M. Hubler, T. Koch and K. B. Domino (eds). Heidelberg, Germany: Springer-Verlag, pp 365; £53.99 (€62.39) ISBN 978-3-642-45406-6
This text is written by German and American anaesthesiologists. The previous editions of the book were written in German, and this version is a completely revised and aimed primarily for the American anaesthesiologist. The premise of this book is that there is a gap between learning from personal errors and learning from the errors of others. Thus, the editors’ first goal is to bridge this gap. They attempt this by sharing their experiences with complications and mishaps based on real-life anaesthetic practice, with modifications to make patient recognition impossible. The editors’ second goal is to assist the reader to reduce errors. Interestingly, this part of the text is not only focused on medical facts but also on the non-technical aspects of the job such as organisational, leadership and management skills.
The text is laid out in brief case-based chapters, of which there are 33, with a chapter on ‘tips to reduce human error’ at the end. Each chapter is based on a patient-related issue or a surgical catastrophe and is divided into case introduction and case analysis & debriefing. The different sections of each chapter are headed by questions such as ‘what would you do next?’ and ‘what lab values are you interested in?’ followed by the answers. Medical facts are presented in the case analysis section and also introduced with questions such as ‘define blood pressure’ and ‘define arterial hypertension’ which make revision seamless and clinically relevant. Non-technical themes and behaviours are examined throughout the text including communication, vigilance and task fixation.

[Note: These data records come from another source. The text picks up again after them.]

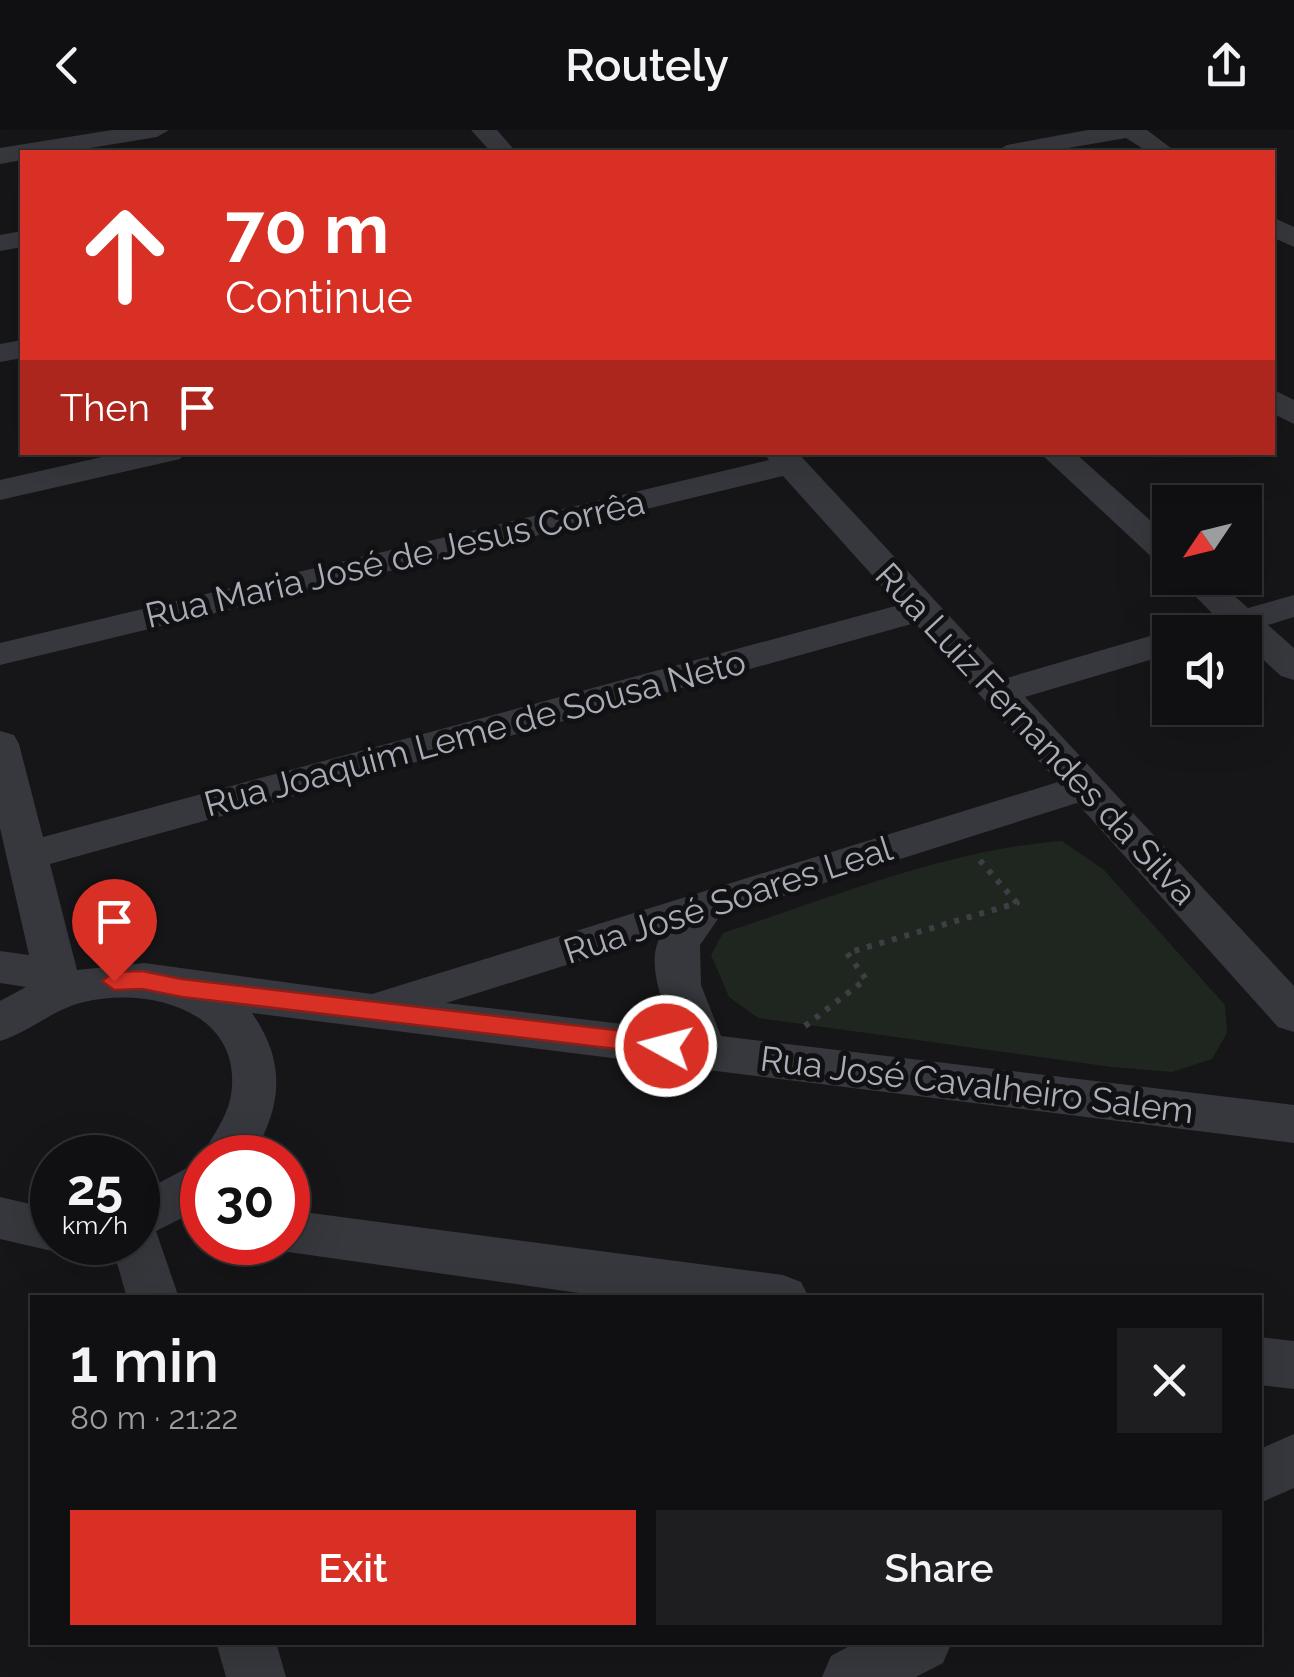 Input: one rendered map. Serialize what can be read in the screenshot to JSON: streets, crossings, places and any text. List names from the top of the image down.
{
  "streets": {
    "street": [
      "Rua Maria José de Jesus Corrêa",
      "Rua Joaquim Leme de Sousa Neto",
      "Rua Luiz Fernandes da Silva",
      "Rua José Soares Leal",
      "Rua José Cavalheiro Salem"
    ]
  },
  "crossings": [
    ["Rua Maria José de Jesus Corrêa", "Rua Luiz Fernandes da Silva"],
    ["Rua Joaquim Leme de Sousa Neto", "Rua Luiz Fernandes da Silva"],
    ["Rua Luiz Fernandes da Silva", "Rua José Soares Leal"],
    ["Rua José Soares Leal", "Rua José Cavalheiro Salem"]
  ],
  "north": "bottom left",
  "page": {
    "header": "Routely",
    "turn": ["70 m", "Continue"],
    "then": "Then",
    "speed": "25 km/h",
    "limit": "30",
    "heading": ["1 min", "80 m · 21:22"],
    "buttons": ["Exit", "Share"]
  }
}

As this text is written for the American anaesthesiologist, readers would immediately notice some differences in practice such as the use of an ‘anesthesia tech’, Certified Registered Nurse Anesthetist, and propofol for rapid sequence induction. However, the differences are mainly related to terminology, and the reader gradually realises that there are more similarities than differences in practice as they go through the text. More importantly, these differences would not impact on the ‘take home message’ of each chapter.
What sets the text apart from other books is that there is a story for each of the cases presented. Here, detailed information is given in a narrative format which reveals the exact circumstances of each case. The authors make an effort to delve into the mind of the anaesthetist as the stories unfold, including feelings of fear, insecurity, and the pressure of dealing with expectations. Not only these keep the reader interested, they are written in such a way that the reader gets emotionally involved, which is indeed the aim of the authors. By holding the reader's attention, and making it clinically and emotionally relevant, the editors succeed in getting their point across.
In short, this book achieves what it set out to do, which is to help promote higher standards of safety in anaesthetic practice. Who is this text aimed at? I would certainly recommend it to anaesthetists of all grades. However, senior trainees and staff anaesthetists in particular would find it most useful as they would most likely be able to relate to the stories in the text. Non-technical skills in anaesthesia have only been scrutinised in recent years, and this text complements it greatly in a succinct, interesting and informative manner.